Woodend sighed. “No, I don't. If anythin', it'll make them worse, because it'll prove I was right about the Poles all along, an' leave Blake an' Hailsham lookin' like the pair of idiots we both know they are. But at least it'll stop Sexton from badgerin' me to arrest the wrong men for murder.”

Twelve

I
t was six thirty in the evening by the time Bob Rutter's train pulled into Charing Cross station, and though he had been working since early morning and it was tempting to go straight home to his wife, he knew he could do no such thing until he had made at least two more calls. He hailed a taxi, and asked to be taken to 36 Hadfield Avenue, which, according to the personnel manager in BCI's Hereford plant, had been Gerhard Schultz's last address in London.

As the taxi sped along, Rutter tried to put his thoughts in order. He had learned a great deal about Mike Partridge, and even more about Simon Hailsham, but he had failed completely to find any link between either of those two men and Gerhard Schultz. And perhaps the reason he'd failed to find one was because there wasn't one to find. Perhaps if Schultz's death was linked in some way to his past, it was a different part of his past from the one the sergeant had spent the day investigating.

The taxi pulled up in front of a four-storey Victorian terraced house which had seen better days. Rutter paid off the cabby and walked up the path. There were a number of bells by the front door, and he pressed one of the two which belonged to the ground-floor flats. There was the sound of footsteps in the hallway, then the door was opened by a spotty youth with buck teeth and darting eyes, who was wearing striped pyjama bottoms and a vest.

“Yeah?” he said suspiciously.

“Police,” Rutter said, producing his warrant card.

“But I haven't done nuffink,” the youth said. “At least, nuffink I ain't already got caught for.”

“Relax,” Rutter said. “I'm not here to see you. You're too young to help me. I want to talk to somebody who was living here 1946.”
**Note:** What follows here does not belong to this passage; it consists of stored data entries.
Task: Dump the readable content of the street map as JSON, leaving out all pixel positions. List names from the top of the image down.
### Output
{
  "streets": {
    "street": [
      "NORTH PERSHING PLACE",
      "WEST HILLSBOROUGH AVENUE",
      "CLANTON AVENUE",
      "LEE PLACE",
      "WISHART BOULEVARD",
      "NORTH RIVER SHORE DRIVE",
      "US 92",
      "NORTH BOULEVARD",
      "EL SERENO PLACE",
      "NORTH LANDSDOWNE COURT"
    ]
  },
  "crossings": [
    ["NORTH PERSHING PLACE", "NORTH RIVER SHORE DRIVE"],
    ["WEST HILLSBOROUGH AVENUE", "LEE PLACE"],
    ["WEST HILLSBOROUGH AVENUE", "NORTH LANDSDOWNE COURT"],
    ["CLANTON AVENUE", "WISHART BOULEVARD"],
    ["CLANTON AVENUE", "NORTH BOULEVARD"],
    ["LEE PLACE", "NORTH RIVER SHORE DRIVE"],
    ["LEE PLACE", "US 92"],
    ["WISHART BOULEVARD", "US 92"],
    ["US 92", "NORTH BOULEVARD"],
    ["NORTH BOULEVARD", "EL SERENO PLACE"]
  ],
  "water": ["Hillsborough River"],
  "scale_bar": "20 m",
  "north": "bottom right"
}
The boy thought about it. “Old Man Thompson on the second floor's lived here for a long time,” he said.

“Do you happen to know if he's at home?”

“Yeah, should be. Normally gets in from work at about half-past five.” The youth paused. “I really haven't done nuffink, you know. I can show you a proper bill for that record player.”

“But the television set's a bit dicey, isn't it?” Rutter said, taking a shot in the dark.

The boy looked shocked. “I'm only looking after that for a friend,” he protested.

“Now how did I know you were going to say that?” Rutter mused. “Second floor, you said?”

“Yeah.”

As Rutter climbed the stairs, he heard the young man scurrying back to his warren. He smiled to himself. He was not a betting man, but he would have been prepared to wager that by the time he came downstairs again, the dodgy television would be at least three streets away.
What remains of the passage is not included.